Part of the job of the safety officer is to work alongside agencies like the fire department in setting up expectations of safety on the part of the artists. Once that position is established and respected, and the community has those expectations, they can become self-enforcing, and the job of Pred, or someone else like him, becomes supportive.
Still, there are real practical considerations.
"We review all the general descriptions of the makers (and their projects), and we highlight those that involve known hazards," Pred explains. "It could be something as simple as a glue gun or soldering iron. Maybe there's a small but known threat to someone who doesn't know how to safely handle one....It starts a dialog, really. And that dialog is just intended to show that we understand their project, and they understand our expectations. The goal is to enable them to do their projects to share their delight and passion for what they do."
One of the things that Pred feels he offers organizers of events like Maker Faire, and the participating artists, is a different approach than what many are used to.
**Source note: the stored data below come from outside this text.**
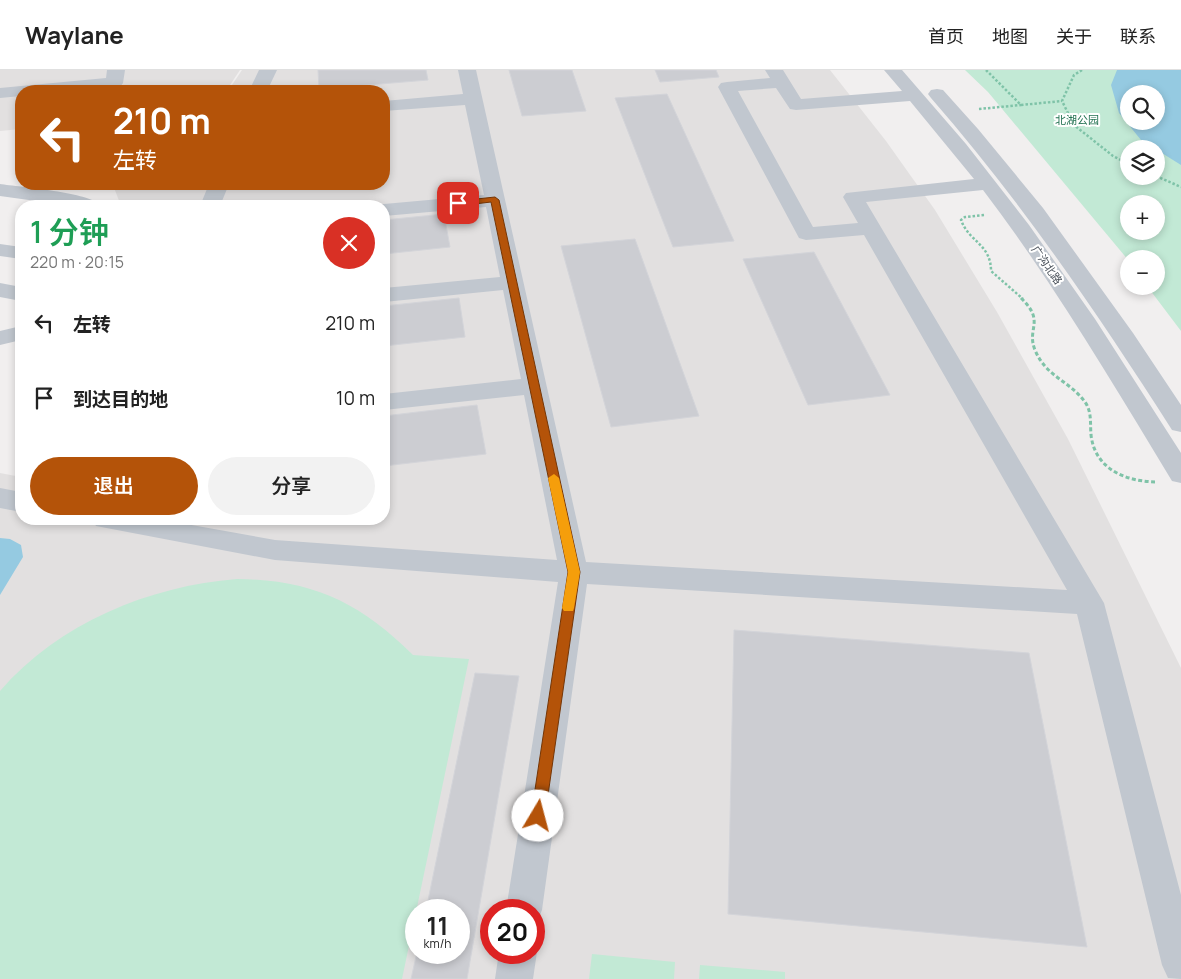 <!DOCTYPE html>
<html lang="zh">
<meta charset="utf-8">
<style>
:root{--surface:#fff;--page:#f2f2f2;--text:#222;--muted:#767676;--line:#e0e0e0;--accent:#b45309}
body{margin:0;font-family:Manrope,"Noto Sans SC",sans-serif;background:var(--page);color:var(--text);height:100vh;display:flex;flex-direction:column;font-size:19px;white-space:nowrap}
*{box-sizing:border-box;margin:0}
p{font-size:16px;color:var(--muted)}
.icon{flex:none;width:28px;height:28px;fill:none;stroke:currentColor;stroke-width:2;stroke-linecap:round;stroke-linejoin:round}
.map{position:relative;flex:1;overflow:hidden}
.panel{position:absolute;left:15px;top:130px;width:375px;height:325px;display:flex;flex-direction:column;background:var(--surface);border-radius:20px;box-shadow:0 2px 8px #0003}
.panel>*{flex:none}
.banner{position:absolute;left:15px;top:15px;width:375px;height:105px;border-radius:20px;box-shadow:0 2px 8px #0003;background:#b45309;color:#fff;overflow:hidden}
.fabs{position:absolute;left:1120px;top:15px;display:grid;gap:10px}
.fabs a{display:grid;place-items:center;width:45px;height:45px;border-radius:50%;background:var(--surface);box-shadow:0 2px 8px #0003;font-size:25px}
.speed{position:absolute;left:405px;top:829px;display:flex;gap:10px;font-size:25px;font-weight:700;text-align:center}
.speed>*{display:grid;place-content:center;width:65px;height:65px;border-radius:50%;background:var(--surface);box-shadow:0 2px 8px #0003;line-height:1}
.speed small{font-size:12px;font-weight:400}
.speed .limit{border:8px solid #d22;background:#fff;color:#111}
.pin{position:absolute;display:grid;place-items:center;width:42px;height:42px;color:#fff;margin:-21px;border-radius:10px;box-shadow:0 2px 8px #0006}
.me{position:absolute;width:55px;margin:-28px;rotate:8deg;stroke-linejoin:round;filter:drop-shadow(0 0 4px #0008)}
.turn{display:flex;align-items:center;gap:18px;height:105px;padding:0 15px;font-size:22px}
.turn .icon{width:65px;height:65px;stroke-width:2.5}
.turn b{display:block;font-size:35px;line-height:42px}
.round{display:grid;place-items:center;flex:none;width:52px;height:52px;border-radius:26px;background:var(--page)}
.headline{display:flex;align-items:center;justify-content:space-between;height:85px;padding:0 15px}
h1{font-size:30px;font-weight:600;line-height:38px;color:#1e9e55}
.button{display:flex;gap:10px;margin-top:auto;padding:10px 15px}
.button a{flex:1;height:58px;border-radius:30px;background:var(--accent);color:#fff;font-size:20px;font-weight:600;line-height:58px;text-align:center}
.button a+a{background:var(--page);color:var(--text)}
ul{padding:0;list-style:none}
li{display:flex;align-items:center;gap:15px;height:75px;padding:0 15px}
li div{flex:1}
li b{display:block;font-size:19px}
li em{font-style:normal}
header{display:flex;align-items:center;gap:30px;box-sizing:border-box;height:70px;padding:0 25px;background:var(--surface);border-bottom:1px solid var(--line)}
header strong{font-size:24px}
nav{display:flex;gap:28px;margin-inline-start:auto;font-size:18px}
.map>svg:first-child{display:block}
</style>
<header>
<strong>Waylane</strong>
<nav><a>首页</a><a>地图</a><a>关于</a><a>联系</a></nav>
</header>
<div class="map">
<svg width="1181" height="909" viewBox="0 0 1181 909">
<rect width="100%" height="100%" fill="#f1efef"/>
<!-- education -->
<path fill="#e2e0e0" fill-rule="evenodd" d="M 0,0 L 240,0 L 226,21 L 21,21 L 21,59 L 0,61 Z
M 242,0 L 830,0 L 886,71 L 935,140 L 997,242 L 1068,369 L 1181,598 L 1181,909 L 0,909 L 0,403 L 21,407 L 21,449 L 384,449 L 384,136 L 121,136 L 113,115 L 384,114 L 384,21 L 228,21 ZM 416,840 L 459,840 L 459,882 L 416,882 ZM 491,840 L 534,840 L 534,882 L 491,882 Z"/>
<!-- green -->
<path fill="#c2e9d5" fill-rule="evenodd" d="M 965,0 L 1181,0 L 1181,261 L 1147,216 L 1156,216 L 1156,189 L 1129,189 L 1129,191 L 988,22 ZM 1129,24 L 1156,24 L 1156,51 L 1129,51 ZM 1129,79 L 1156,79 L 1156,106 L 1129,106 ZM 1129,134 L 1156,134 L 1156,161 L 1129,161 Z
M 237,509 C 313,510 359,532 413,585 L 469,589 L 402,909 L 0,909 L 0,621 C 59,553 149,516 237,509 Z
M 592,884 L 675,892 L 674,909 L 589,909 Z
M 700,895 L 785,902 L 785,909 L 699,909 Z"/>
<!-- water -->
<path fill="#95cae1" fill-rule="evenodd" d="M 1117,0 L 1181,0 L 1181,95 L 1141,70 L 1119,43 L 1111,15 ZM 1129,24 L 1156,24 L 1156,51 L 1129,51 Z
M 0,468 L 10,469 L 21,475 L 23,487 L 0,525 Z"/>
<!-- building -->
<path fill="#cccdd2" stroke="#d3d4d9" d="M 318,0 L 426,0 L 428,10 L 319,19 Z
M 509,0 L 572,0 L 586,41 L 522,46 Z
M 655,0 L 716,0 L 719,7 L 660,12 Z
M 667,24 L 734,171 L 673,177 L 615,28 Z
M 444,144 L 450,177 L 384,184 L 384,150 Z
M 635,169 L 699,346 L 611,357 L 561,176 Z
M 814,182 L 890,325 L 808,335 L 743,189 Z
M 459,228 L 465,267 L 384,276 L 384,236 Z
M 477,335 L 486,384 L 384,396 L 384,346 Z
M 734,560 L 1029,583 L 1087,877 L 728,844 Z
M 475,603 L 519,606 L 467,909 L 411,909 L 417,882 L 459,882 L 459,840 L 426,840 Z"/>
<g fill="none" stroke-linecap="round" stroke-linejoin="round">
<!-- path-far1 -->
<path stroke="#7fc3a8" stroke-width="2.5" stroke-dasharray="2.5 2" stroke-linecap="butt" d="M 986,0 L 1021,35 L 1062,31
M 1082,0 L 1074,5 L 1062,31 L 1074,55 L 1113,86 L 1129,94
M 979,39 L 1021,35
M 1156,106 L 1181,117
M 984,145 L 965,147 L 961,150 C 969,172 991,174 991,201 L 1023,229"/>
<!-- path -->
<path stroke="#7fc3a8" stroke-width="3" stroke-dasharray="4 2.5" stroke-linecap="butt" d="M 1021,228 C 1046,252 1026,258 1035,280 C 1046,307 1070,311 1085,332 C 1092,342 1090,353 1091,365 C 1095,399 1125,411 1155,412"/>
<!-- minor -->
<path fill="#c1c7cf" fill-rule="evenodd" d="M 107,0 L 125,0 L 123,13 L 120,17 L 80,21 L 21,21 L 21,26 L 0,28 L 0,18 L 106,8 Z
M 259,0 L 277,0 L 267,21 L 249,21 Z
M 458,0 L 476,0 L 586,492 L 1067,520 L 864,165 L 806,170 L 799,168 L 718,17 L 721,13 L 727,12 L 770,8 L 765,0 L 783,0 L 801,29 L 902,21 L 884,0 L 902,0 L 966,74 L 1029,155 L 1095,249 L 1181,383 L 1181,413 L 1172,411 C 1112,312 1053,212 983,120 L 866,132 L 1104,533 L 1181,825 L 1181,909 L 1168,908 L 1162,895 L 1077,544 L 587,514 L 542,840 L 537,852 L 534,853 L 534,840 L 506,840 L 558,512 L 275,490 L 96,456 L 92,449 L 158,449 L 275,470 L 557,490 L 524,325 L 384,340 L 384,324 L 521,309 L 503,220 L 384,232 L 384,218 L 500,207 L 486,137 L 384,146 L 384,136 L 376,136 L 384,134 L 484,125 L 465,35 L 384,41 L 384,31 L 463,24 ZM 776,18 L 790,39 L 796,40 L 910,31 L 974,109 L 846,123 L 843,127 L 858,153 L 813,157 L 738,21 Z
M 937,19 L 943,20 L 978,59 L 1043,138 L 1133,263 L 1181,335 L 1181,362 L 1172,360 C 1098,244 1021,131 931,28 L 928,24 L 931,20 Z
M 0,114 C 19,117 91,122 101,136 L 72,136 L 0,126 Z
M 209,114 L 229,114 L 220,136 L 200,136 Z
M 0,174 L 21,177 L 21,189 L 0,186 Z
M 0,213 L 21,217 L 21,231 L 0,227 Z
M 21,256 L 21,270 L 0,275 L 0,261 Z
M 0,418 L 21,422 L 21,442 L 0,438 Z
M 534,875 L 537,882 L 533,909 L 495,909 L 499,882 L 534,882 Z"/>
</g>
<!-- route -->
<path fill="#b45309" stroke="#753606" d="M 495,127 L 499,130 L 580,502 L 545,746 L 543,751 L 538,753 L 533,751 L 531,746 L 568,502 L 491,132 L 458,136 L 454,133 L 458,131 Z"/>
<!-- slow -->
<path fill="#f59e0b" d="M 554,404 L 559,408 L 580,502 L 574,538 L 573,541 L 564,541 L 562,538 L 568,502 L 548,408 Z"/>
<g text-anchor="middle" stroke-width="4" stroke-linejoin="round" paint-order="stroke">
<!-- far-park labels -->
<g font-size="11" fill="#237252" stroke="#fff">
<text x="1077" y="54">北湖公园</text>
</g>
<!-- far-street labels -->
<g font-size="11" fill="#495059" stroke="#fff">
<text transform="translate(1047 195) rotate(55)" y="4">广沟北路</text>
</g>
</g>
</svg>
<div class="fabs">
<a><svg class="icon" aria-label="search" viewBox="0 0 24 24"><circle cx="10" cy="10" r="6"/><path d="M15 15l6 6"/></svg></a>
<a><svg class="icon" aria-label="layers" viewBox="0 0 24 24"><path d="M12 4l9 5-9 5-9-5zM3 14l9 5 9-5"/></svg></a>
<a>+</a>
<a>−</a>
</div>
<div class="speed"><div>11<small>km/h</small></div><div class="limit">20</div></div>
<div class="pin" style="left:458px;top:133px;background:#d93025"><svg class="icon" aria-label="arrive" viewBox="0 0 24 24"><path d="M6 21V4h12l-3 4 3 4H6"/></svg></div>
<svg class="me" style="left:538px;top:746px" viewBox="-20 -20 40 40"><circle r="19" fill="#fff"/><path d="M0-13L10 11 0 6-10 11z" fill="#b45309"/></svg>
<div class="banner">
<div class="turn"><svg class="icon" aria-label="left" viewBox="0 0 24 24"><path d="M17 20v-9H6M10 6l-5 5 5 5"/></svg><div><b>210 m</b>左转</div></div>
</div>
<section class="panel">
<div class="headline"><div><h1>1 分钟</h1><p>220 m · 20:15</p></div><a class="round" style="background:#d93025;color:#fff"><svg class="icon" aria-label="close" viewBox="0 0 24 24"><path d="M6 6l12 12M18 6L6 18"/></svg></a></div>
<ul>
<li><svg class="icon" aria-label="left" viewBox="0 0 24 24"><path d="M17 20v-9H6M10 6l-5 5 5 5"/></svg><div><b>左转</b></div><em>210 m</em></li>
<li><svg class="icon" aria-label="arrive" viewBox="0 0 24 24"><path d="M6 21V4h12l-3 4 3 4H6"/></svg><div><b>到达目的地</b></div><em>10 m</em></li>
</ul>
<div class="button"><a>退出</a><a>分享</a></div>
</section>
</div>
That's important when you're talking about artists who are used to working within their own constraints and guidelines and for whom any rigid law-enforcement rules would be anathema to doing their art.
"I think a traditional approach to safety has been very much a 'no, you can't do that' sort of approach. It's very conservative and not in any way permissive. But with a community like this, it's more like, 'yes, you can do that, and let's figure out how to do that safely.'" said Pred. "The primary difference is that authorities generally are more concerned about a code of regulations...that doesn't account for community or the values that a community is looking to share."
As a result, one of Pred's core contributions to everyone involved in putting on Maker Faire is what he terms as "translation."
"I'm the liaison to all the agencies we might deal with, to free the production staff to deal with the production, and I can speak to the agencies' mindset," Pred says. "And surprisingly, that's a very difficult translation for the different parties to make with each other. Agencies tend not to understand the communities, and the communities don't always understand the authorities, because it's different languages."